ASSIGNMENT:
Wherever a picture appears, leave it out, and transcribe the rest of the records exactly.

LISTED RECORDS:
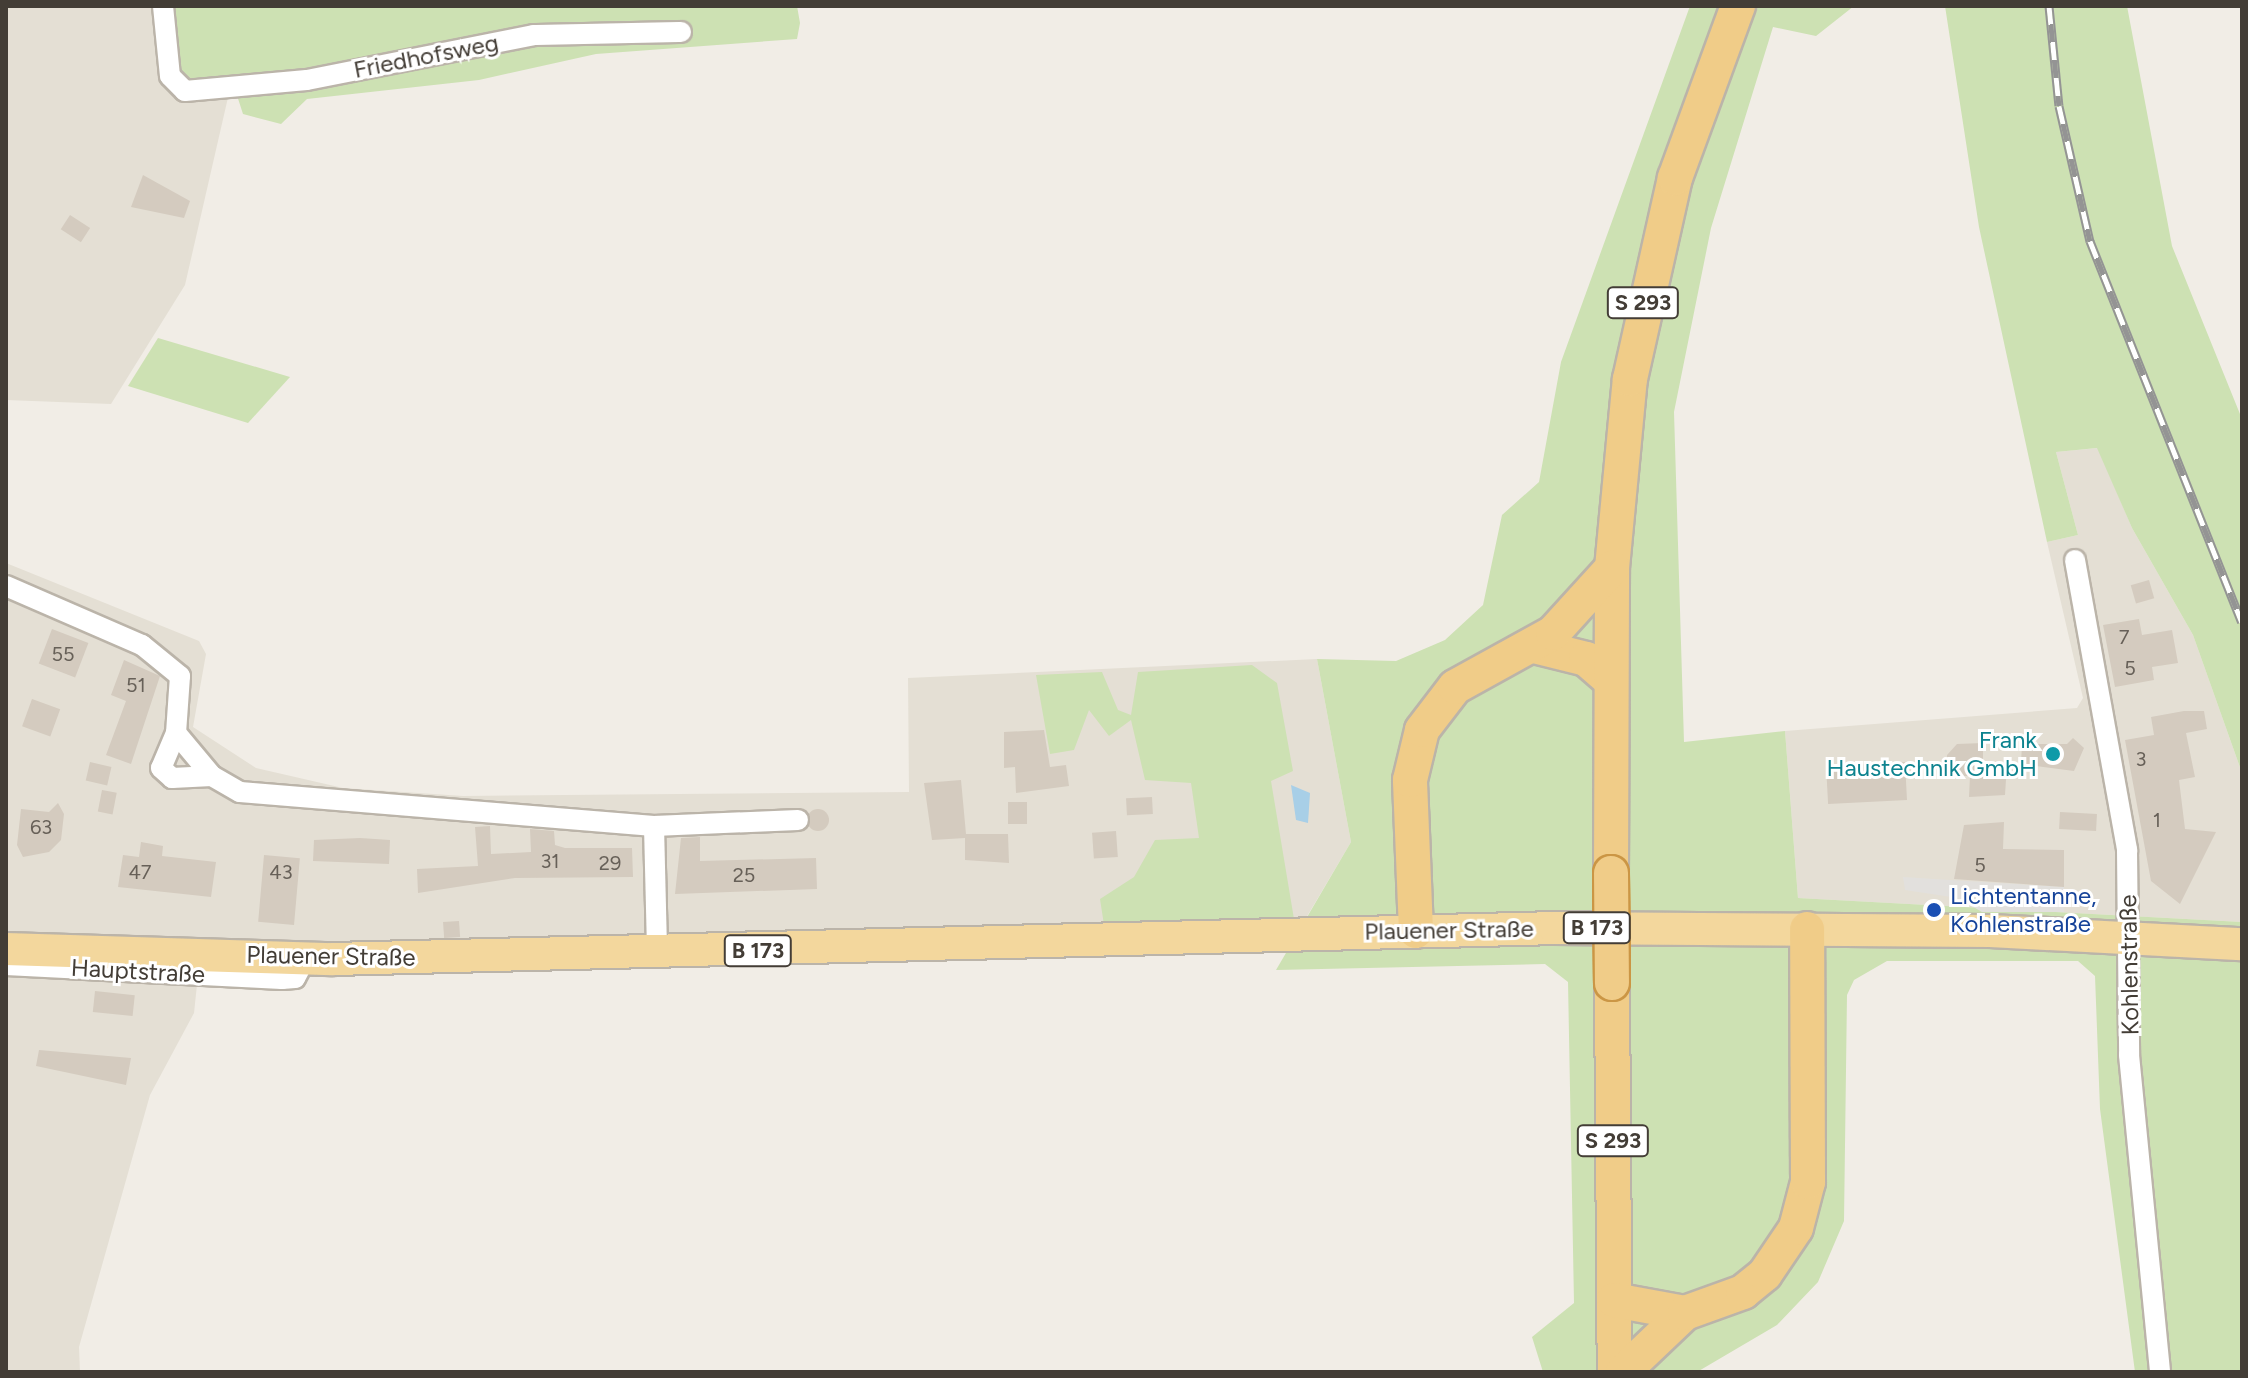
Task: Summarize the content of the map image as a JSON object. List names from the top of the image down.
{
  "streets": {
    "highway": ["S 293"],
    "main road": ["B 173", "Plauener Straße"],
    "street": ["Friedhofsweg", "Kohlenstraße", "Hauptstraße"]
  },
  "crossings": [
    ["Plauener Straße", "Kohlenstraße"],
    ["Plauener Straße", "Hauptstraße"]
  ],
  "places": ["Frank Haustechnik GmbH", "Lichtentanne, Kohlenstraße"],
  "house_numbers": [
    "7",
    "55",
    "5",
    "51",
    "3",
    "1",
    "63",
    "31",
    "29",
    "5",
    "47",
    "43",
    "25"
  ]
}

RESULT FOR THIS TASK:
Task: Summarize the content of the map image as a JSON object. List names from the top of the image down.
{
  "streets": {
    "highway": ["S 293"],
    "main road": ["B 173", "Plauener Straße"],
    "street": ["Friedhofsweg", "Kohlenstraße", "Hauptstraße"]
  },
  "crossings": [
    ["Plauener Straße", "Kohlenstraße"],
    ["Plauener Straße", "Hauptstraße"]
  ],
  "places": ["Frank Haustechnik GmbH", "Lichtentanne, Kohlenstraße"],
  "house_numbers": [
    "7",
    "55",
    "5",
    "51",
    "3",
    "1",
    "63",
    "31",
    "29",
    "5",
    "47",
    "43",
    "25"
  ]
}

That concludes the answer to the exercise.